Former U.S. President Donald Trump speaks to the media at Atlanta Hartsfield-Jackson International Airport after surrendering on the Fulton County jail on August 24, 2023 in Atlanta, Georgia.
Joe Raedle | Getty Images
For former President Donald Trump, an image is price… greater than $7 million.
Trump’s campaign says he has raised $7.1 million since Thursday when he was booked on the Fulton County Jail in Georgia on charges that he illegally schemed to overturn the 2020 election within the state and have become the primary former president in U.S. history to ever have a mug shot taken.
Spokesman Steven Cheung said that, on Friday alone, the campaign brought in $4.18 million — its highest-grossing day so far.
The record haul underscores how Trump’s legal woes have been a fundraising boon for his campaign, at the same time as his political operation has spent tens of tens of millions on his defense. The mounting legal charges have also didn’t dent Trump’s standing within the Republican presidential primary, with the previous president now routinely beating his rivals by 30 to 50 points in polls.
While Trump described his appearance Thursday as a “terrible experience” and said posing for the historic mug shot was “not a snug feeling,” his campaign immediately seized on its fundraising power.
Before he had even flown home to Recent Jersey, his campaign was using it in fundraising pitches to supporters. Trump amplified that message each on his Truth Social site and by returning to X, the positioning formerly generally known as Twitter, for the primary time in two-and-a-half years to share the image and direct supporters to a fundraising page.
Inside hours, the campaign had also released a latest line of merchandise featuring the image that began with t-shirts and now includes beer Koozies, bumper stickers, a signed poster, bumper stickers and mug shot mugs.
Cheung said that contributions from those that had purchased merchandise or donated without prompting skyrocketed, especially after Trump’s tweet.
The brand new contributions, he said, had helped push the campaign’s fundraising haul during the last three weeks to shut to $20 million. Trump in early August was indicted in Washington on felony charges related to his efforts to overturn the outcomes of the 2020 election within the run-up to the violent riot by his supporters on the U.S. Capitol.

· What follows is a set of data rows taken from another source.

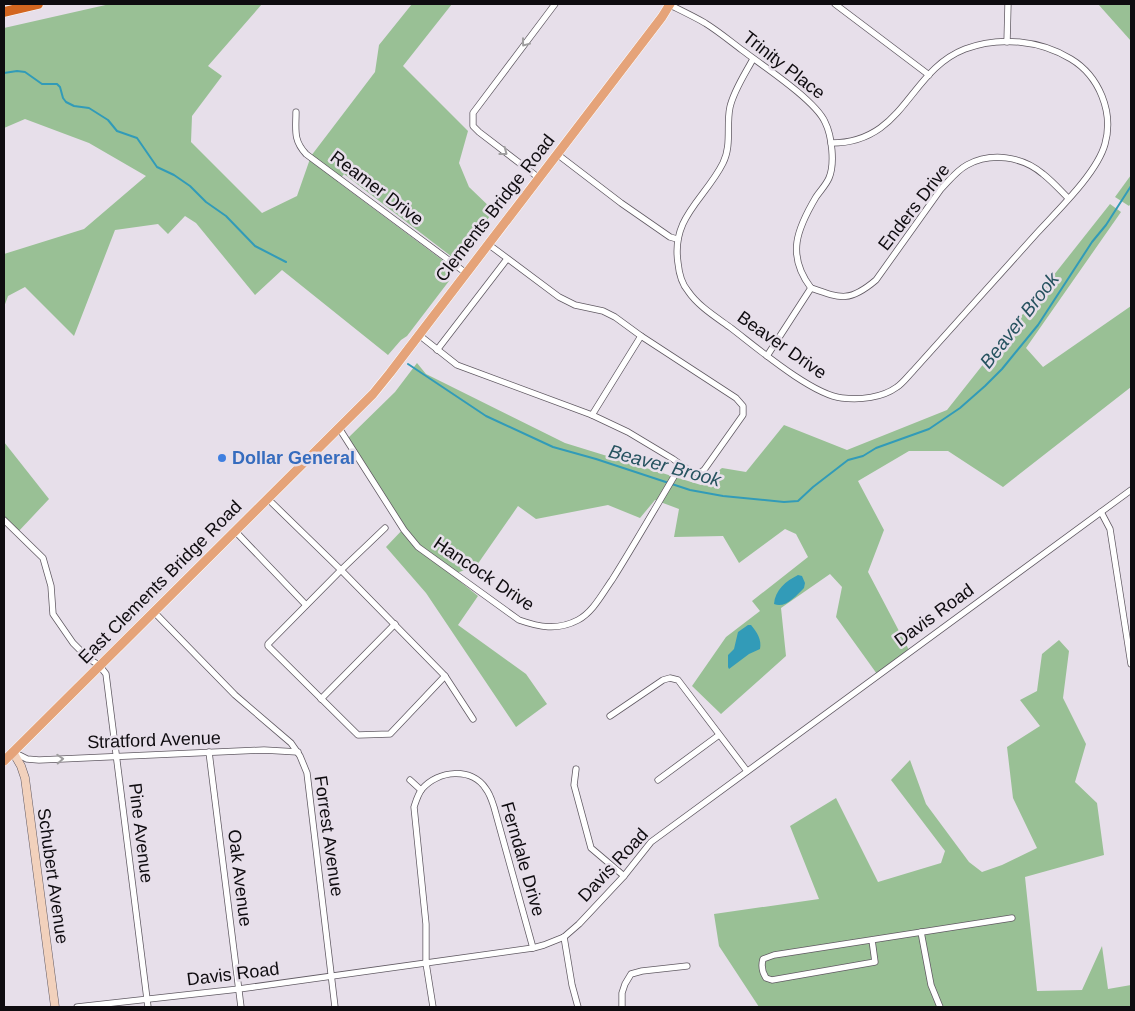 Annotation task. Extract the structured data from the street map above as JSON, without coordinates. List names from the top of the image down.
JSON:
{
  "streets": {
    "main road": ["Clements Bridge Road", "East Clements Bridge Road"],
    "street": [
      "Trinity Place",
      "Reamer Drive",
      "Enders Drive",
      "Beaver Drive",
      "Hancock Drive",
      "Davis Road",
      "Stratford Avenue",
      "Pine Avenue",
      "Forrest Avenue",
      "Ferndale Drive",
      "Schubert Avenue",
      "Oak Avenue"
    ]
  },
  "crossings": [
    ["Trinity Place", "Enders Drive"],
    ["Trinity Place", "Clements Bridge Road"],
    ["Trinity Place", "Beaver Drive"],
    ["Reamer Drive", "Clements Bridge Road"],
    ["Enders Drive", "Beaver Drive"],
    ["Clements Bridge Road", "Hancock Drive"],
    ["Clements Bridge Road", "East Clements Bridge Road"],
    ["Hancock Drive", "East Clements Bridge Road"],
    ["East Clements Bridge Road", "Stratford Avenue"],
    ["East Clements Bridge Road", "Pine Avenue"],
    ["East Clements Bridge Road", "Forrest Avenue"],
    ["East Clements Bridge Road", "Schubert Avenue"],
    ["Davis Road", "Pine Avenue"],
    ["Davis Road", "Forrest Avenue"],
    ["Davis Road", "Ferndale Drive"],
    ["Davis Road", "Oak Avenue"],
    ["Stratford Avenue", "Pine Avenue"],
    ["Stratford Avenue", "Forrest Avenue"],
    ["Stratford Avenue", "Schubert Avenue"],
    ["Stratford Avenue", "Oak Avenue"]
  ],
  "one_way": ["Stratford Avenue"],
  "water": ["Beaver Brook"],
  "places": ["Dollar General"]
} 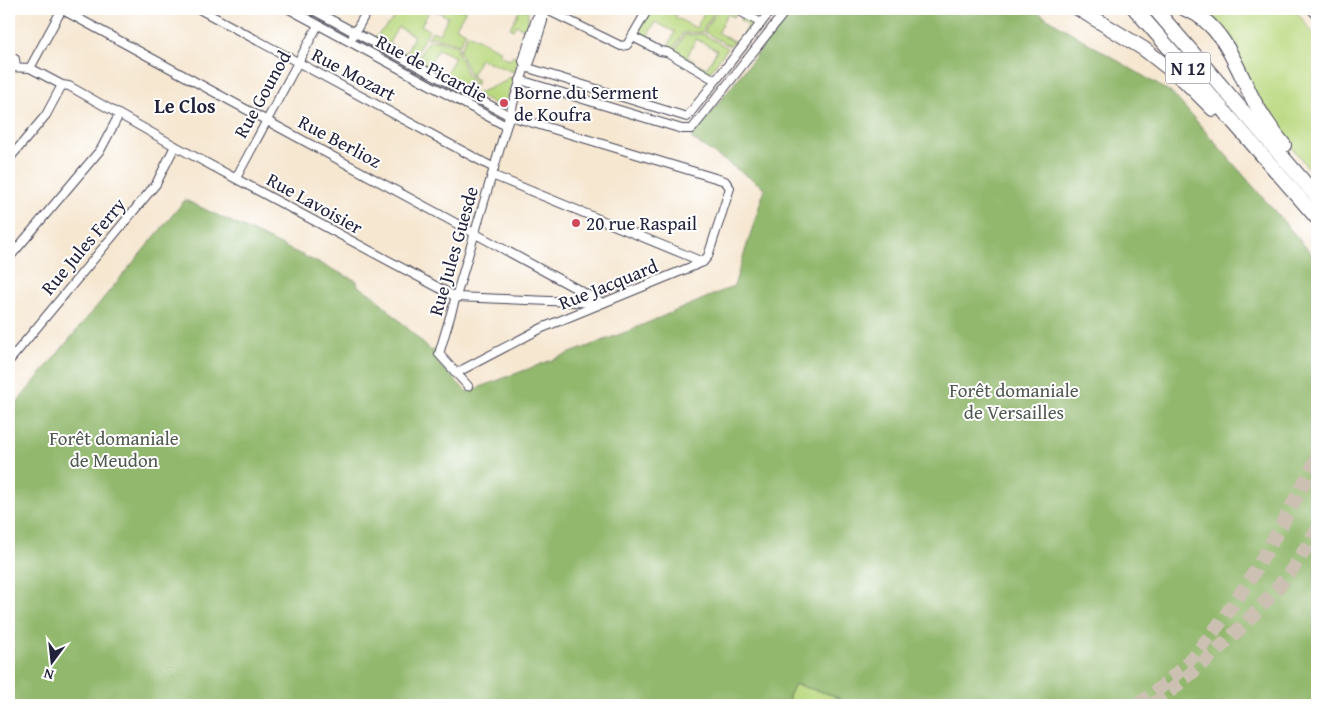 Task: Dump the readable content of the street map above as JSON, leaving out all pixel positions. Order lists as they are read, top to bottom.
{
  "streets": {
    "highway": ["N 12"],
    "street": [
      "Rue de Picardie",
      "Rue Mozart",
      "Rue Gounod",
      "Rue Berlioz",
      "Rue Lavoisier",
      "Rue Jules Ferry",
      "Rue Jules Guesde",
      "Rue Jacquard"
    ]
  },
  "crossings": [
    ["Rue de Picardie", "Rue Gounod"],
    ["Rue de Picardie", "Rue Jules Guesde"],
    ["Rue Mozart", "Rue Gounod"],
    ["Rue Mozart", "Rue Jules Guesde"],
    ["Rue Mozart", "Rue Jacquard"],
    ["Rue Gounod", "Rue Berlioz"],
    ["Rue Gounod", "Rue Lavoisier"],
    ["Rue Berlioz", "Rue Lavoisier"],
    ["Rue Berlioz", "Rue Jules Guesde"],
    ["Rue Berlioz", "Rue Jacquard"],
    ["Rue Lavoisier", "Rue Jules Ferry"],
    ["Rue Lavoisier", "Rue Jules Guesde"],
    ["Rue Lavoisier", "Rue Jacquard"],
    ["Rue Jules Guesde", "Rue Jacquard"]
  ],
  "districts": ["Le Clos"],
  "parks": ["Forêt domaniale de Versailles", "Forêt domaniale de Meudon"],
  "places": ["Borne du Serment de Koufra", "20 rue Raspail"],
  "north": "bottom"
} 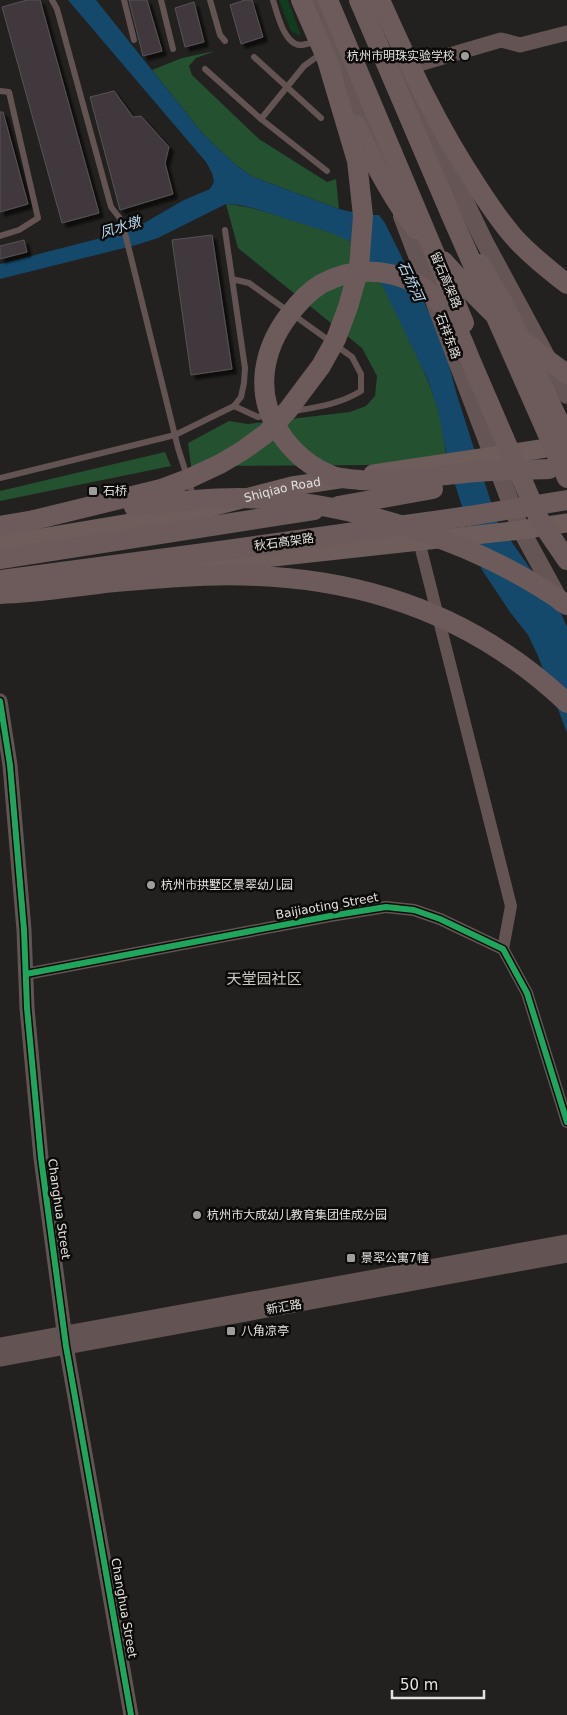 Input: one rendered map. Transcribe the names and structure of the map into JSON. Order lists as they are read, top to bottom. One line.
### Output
{"streets":{"highway":["留石高架路","秋石高架路"],"main road":["石祥东路","Shiqiao Road"],"street":["Baijiaoting Street","Changhua Street","新汇路"]},"crossings":[["石祥东路","Shiqiao Road"],["Baijiaoting Street","Changhua Street"],["Changhua Street","新汇路"]],"districts":["天堂园社区"],"water":["凤水墩","石桥河"],"places":{"other":["杭州市明珠实验学校","杭州市拱墅区景翠幼儿园","杭州市大成幼儿教育集团佳成分园"],"transit":["石桥","景翆公寓7幢","八角凉亭"]},"scale_bar":"50 m"}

At the identical time, Trump’s political operation has been burning through tens of tens of millions of dollars on lawyers as he battles charges in 4 separate jurisdictions. Recent campaign finance filing showed that, while Trump raised over $53 million through the first half of 2023 — a period through which his first two criminal indictments were become a rallying cry that sent his fundraising soaring — his political committees have paid out at the very least $59.2 million to greater than 100 lawyers and law firms since January 2021.